# Baby pygmys



## PETERAROBERTSON (Jul 2, 2008)

Two baby pygmys born this morning...
Both doing well and feeding strong.
First time this troop has had two alive..
Will get pics up as soon as..
Troop loving it..
siblings loving the carrying....
So funny as there still young themselves..
Good when your given the chance to watch them learning how to be monkeys.


----------



## PETERAROBERTSON (Jul 2, 2008)

*picture as promised*










picture of two new babies on dad.


----------



## em_40 (Sep 29, 2010)

awww, that sounds so cute, being able to watch them all sharing the carrying duties, must be nice to watch a troop interact like that. 

gratz, on the new babies, they timed it in sync. with the geoffs? :gasp:


----------



## Spikebrit (Oct 23, 2006)

I'm sorry but dad's face just says 'arghhh get it of, get it off' with a face of pure shock.


----------



## PETERAROBERTSON (Jul 2, 2008)

Spikebrit said:


> I'm sorry but dad's face just says 'arghhh get it of, get it off' with a face of pure shock.

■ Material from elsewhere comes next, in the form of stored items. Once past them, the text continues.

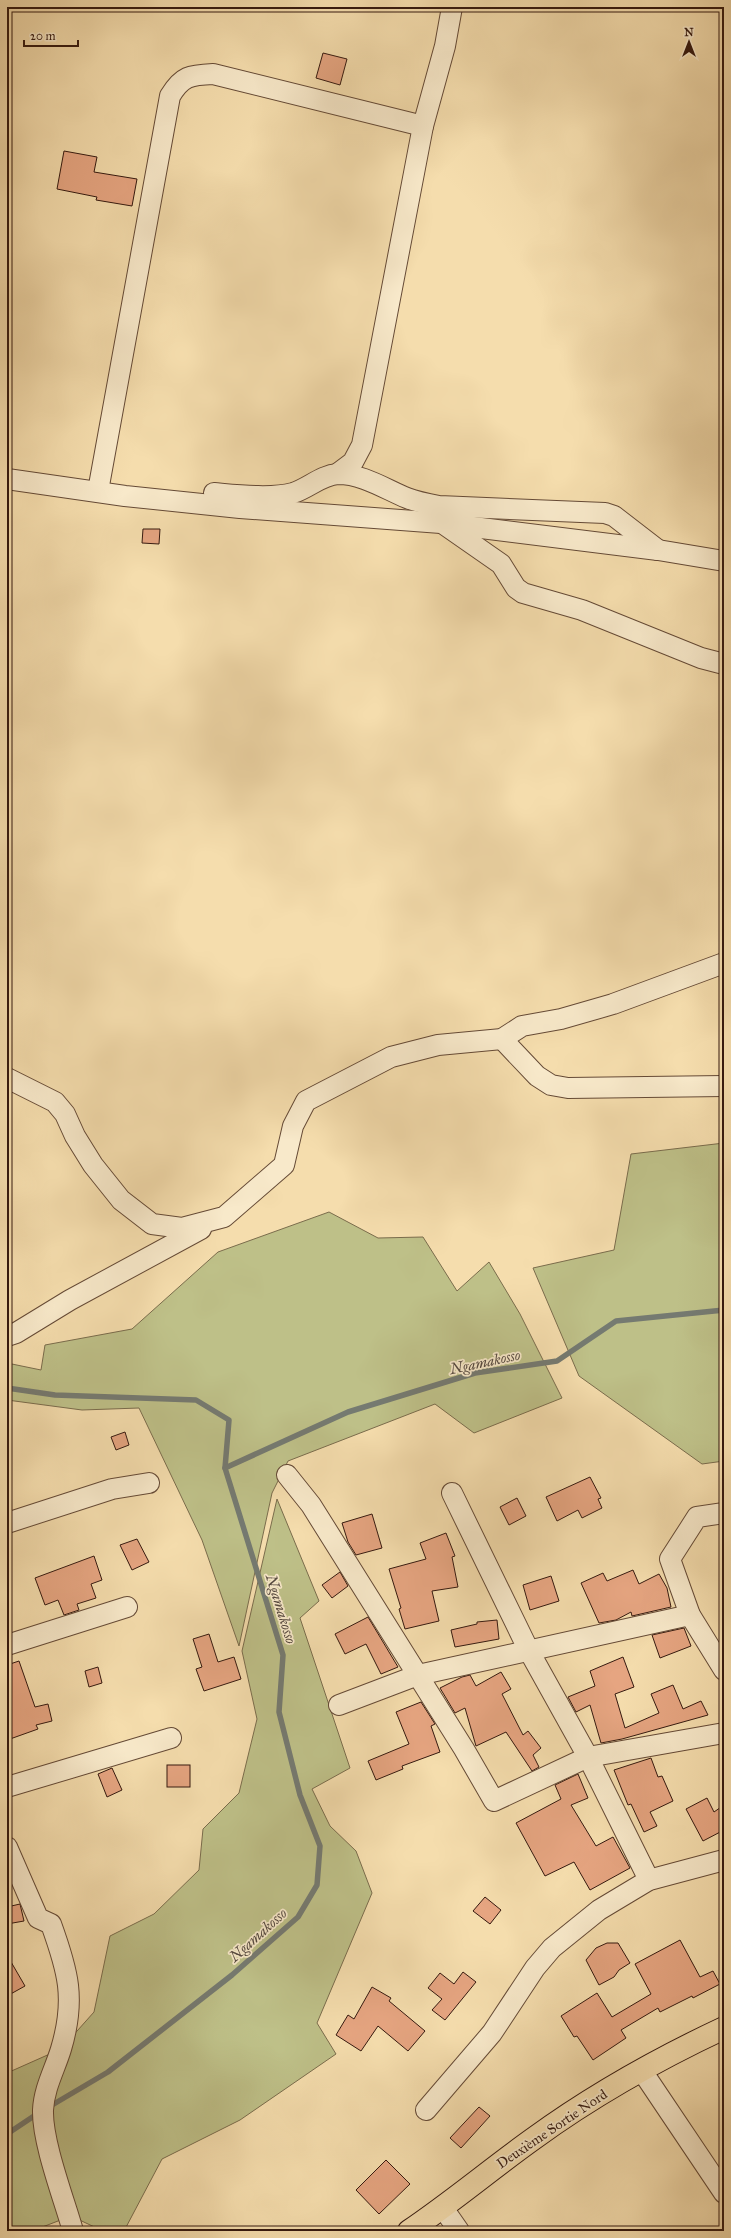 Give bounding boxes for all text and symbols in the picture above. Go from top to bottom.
scale bar [24,22,78,48]
north arrow [669,22,709,62]
text: N [684,26,694,39]
text: 20 m [30,29,56,43]
water label: Ngamakosso [447,1346,522,1378]
water label: Ngamakosso [262,1571,300,1646]
water label: Ngamakosso [225,1904,291,1966]
street label: Deuxième Sortie Nord [493,2086,611,2172] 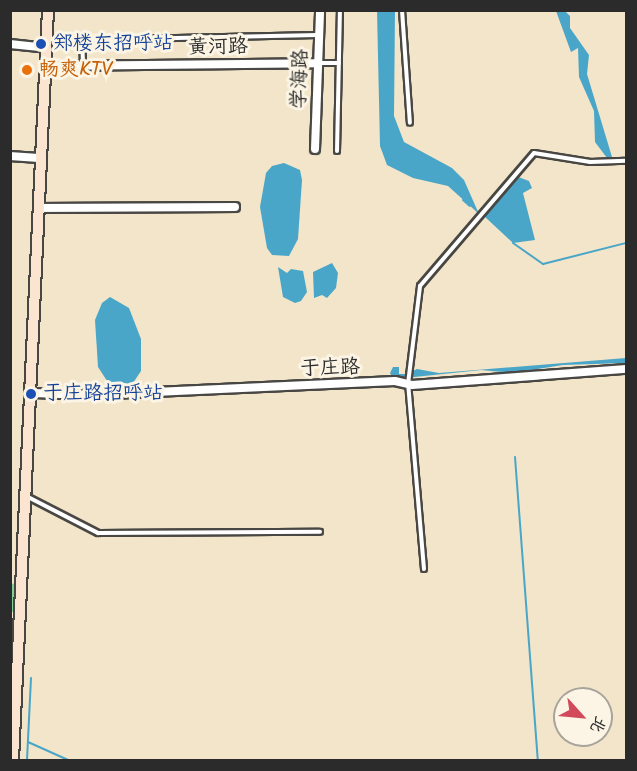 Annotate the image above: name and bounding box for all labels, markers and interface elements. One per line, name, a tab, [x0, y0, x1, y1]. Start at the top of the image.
place label: 郑楼东招呼站	[53, 32, 173, 56]
street label: 黄河路	[188, 35, 248, 61]
marker: 郑楼东招呼站	[34, 37, 48, 51]
street label: 学海路	[288, 49, 314, 109]
place label: 畅爽KTV	[39, 58, 112, 82]
marker: 畅爽KTV	[20, 63, 34, 77]
street label: 于庄路	[300, 356, 360, 382]
place label: 于庄路招呼站	[43, 382, 163, 406]
marker: 于庄路招呼站	[24, 387, 38, 401]
north arrow	[553, 687, 613, 747]
text: 北	[583, 712, 612, 737] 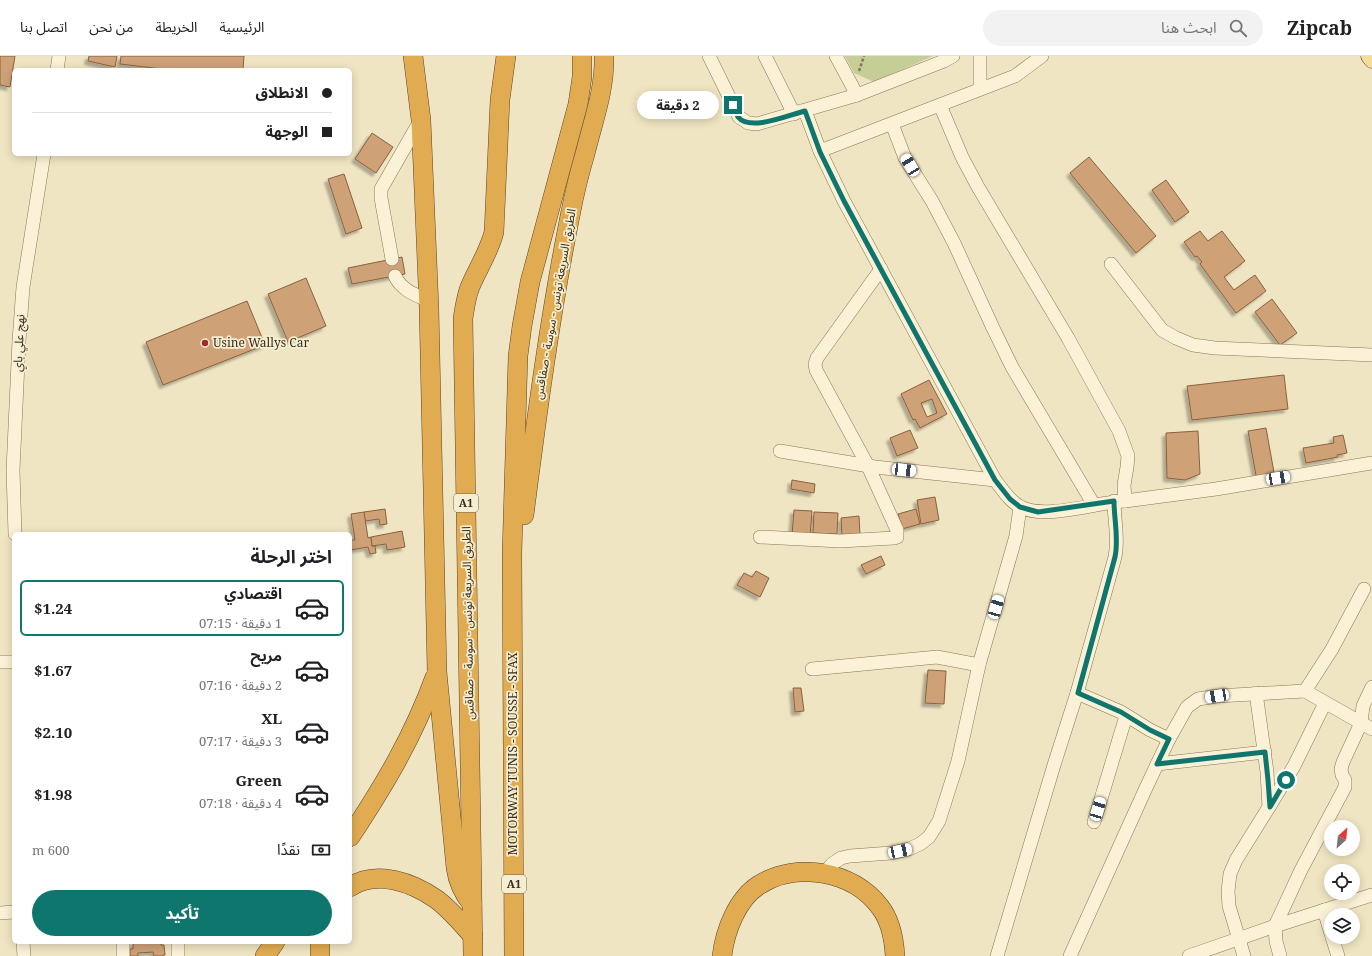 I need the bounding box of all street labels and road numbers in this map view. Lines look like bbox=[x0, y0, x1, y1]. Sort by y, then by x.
street label: الطريق السريعة تونس - سوسة - صفاقس bbox=[529, 207, 580, 401]
street label: نهج علي باي bbox=[9, 314, 30, 372]
road number: A1 bbox=[454, 494, 478, 512]
street label: الطريق السريعة تونس - سوسة - صفاقس bbox=[457, 526, 478, 720]
street label: MOTORWAY TUNIS - SOUSSE - SFAX bbox=[504, 652, 521, 856]
road number: A1 bbox=[502, 875, 526, 893] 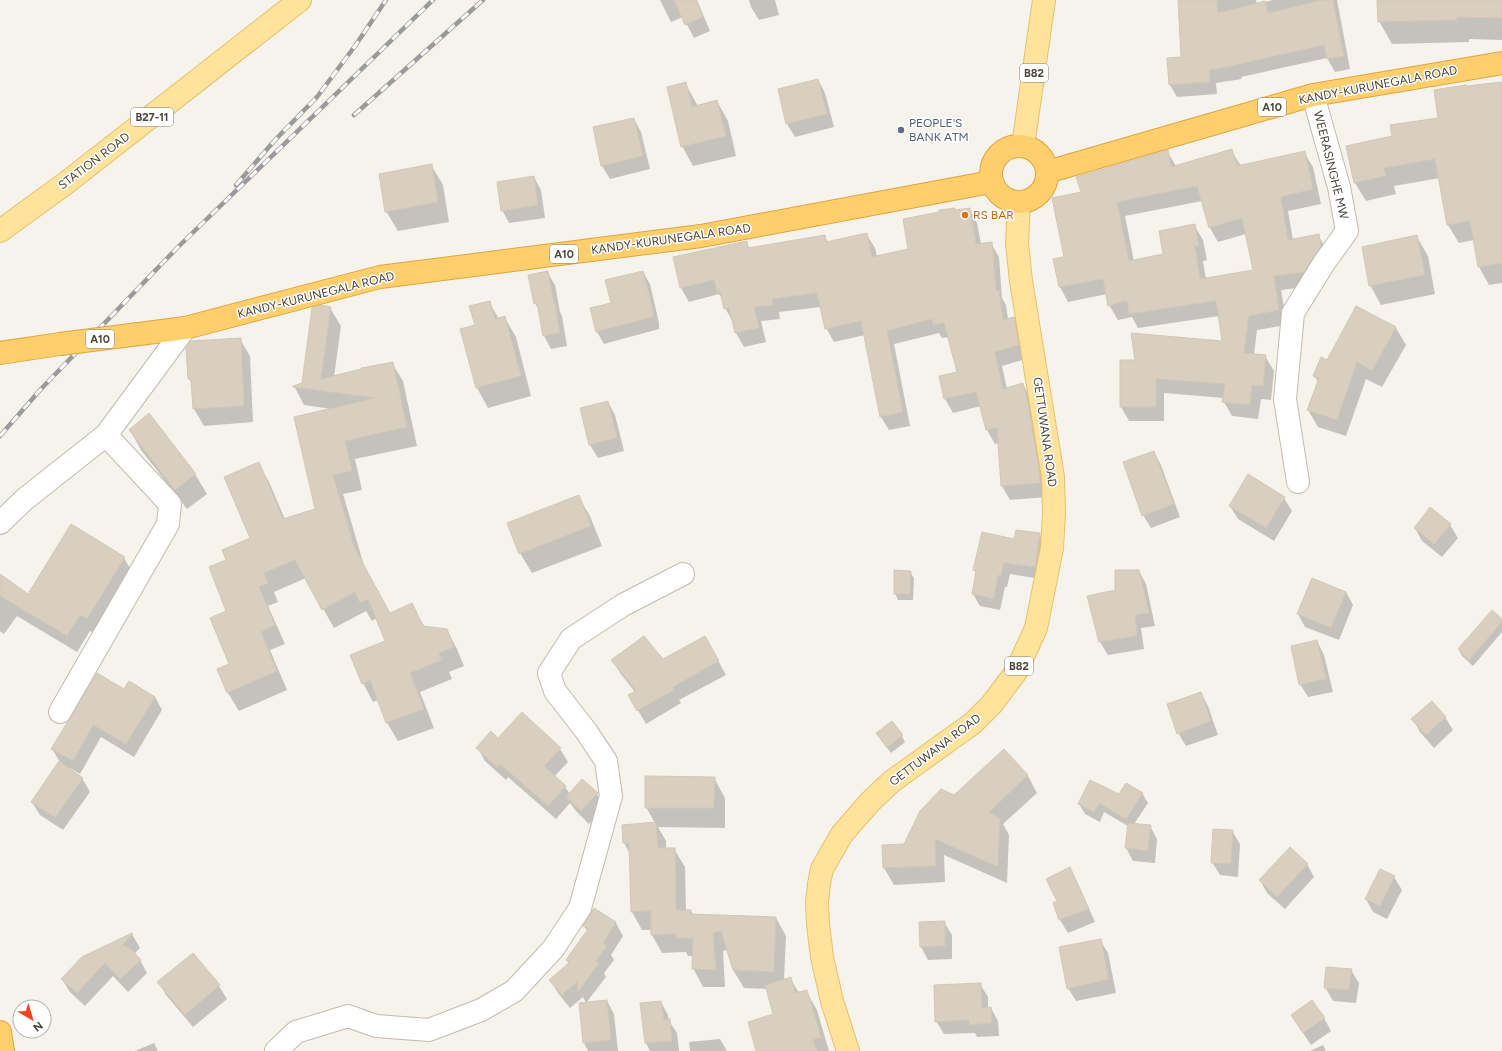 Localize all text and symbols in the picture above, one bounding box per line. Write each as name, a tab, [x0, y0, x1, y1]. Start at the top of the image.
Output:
street label: KANDY-KURUNEGALA ROAD	[1298, 63, 1458, 107]
road number: B82	[1020, 64, 1048, 82]
road number: A10	[1258, 98, 1286, 116]
road number: B27-11	[131, 108, 173, 126]
street label: WEERASINGHE MW	[1311, 109, 1351, 221]
place label: PEOPLE'S BANK ATM	[909, 116, 969, 144]
marker: PEOPLE'S BANK ATM	[896, 125, 906, 135]
street label: STATION ROAD	[56, 130, 132, 192]
place label: RS BAR	[973, 208, 1014, 222]
marker: RS BAR	[960, 210, 970, 220]
street label: KANDY-KURUNEGALA ROAD	[590, 221, 752, 257]
road number: A10	[550, 245, 578, 263]
street label: KANDY-KURUNEGALA ROAD	[236, 269, 396, 321]
road number: A10	[86, 330, 114, 348]
street label: GETTUWANA ROAD	[1030, 376, 1060, 488]
road number: B82	[1005, 657, 1033, 675]
street label: GETTUWANA ROAD	[887, 711, 983, 789]
north arrow	[12, 999, 52, 1039]
text: N	[30, 1019, 45, 1034]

Thats a face telling me to get away from his babies.
He may be small but hes up for it...
He puffed and gave the side to side dance...
Hes even protective when his two sons have them.
Follows them all over
Really good dad..
Mums excellent as well.
Cant forget her...
:lol2:


----------



## Zoo-Man (Apr 12, 2008)

They look like big babies Peter! Glad dad is doing his job :2thumb:


----------



## bothrops (Jan 7, 2007)

Excellent news Peter, congratulations!

We've recently had a couple of births this end aswell. I've just taken a load of photo's too! They were playing hard ball though and I mostly got young males flashing their testicles at me whilst the girls hid behind the branches, peeking out!


----------



## E80 (Jul 25, 2010)

Are they monkeys?


----------



## Zoo-Man (Apr 12, 2008)

E80 said:


> Are they monkeys?


Yes, the smallest monkey in the world - Pygmy Marmosets


----------



## E80 (Jul 25, 2010)

Zoo-Man said:


> Yes, the smallest monkey in the world - Pygmy Marmosets


How much do they cost?


----------



## bothrops (Jan 7, 2007)

E80 said:


> How much do they cost?


 
To buy or to look after properly?

The answer to both is a great deal of money, time and space. They are certainly not a pet animal, but they are very special animals and us few that get to work with them feel very priviledged indeed!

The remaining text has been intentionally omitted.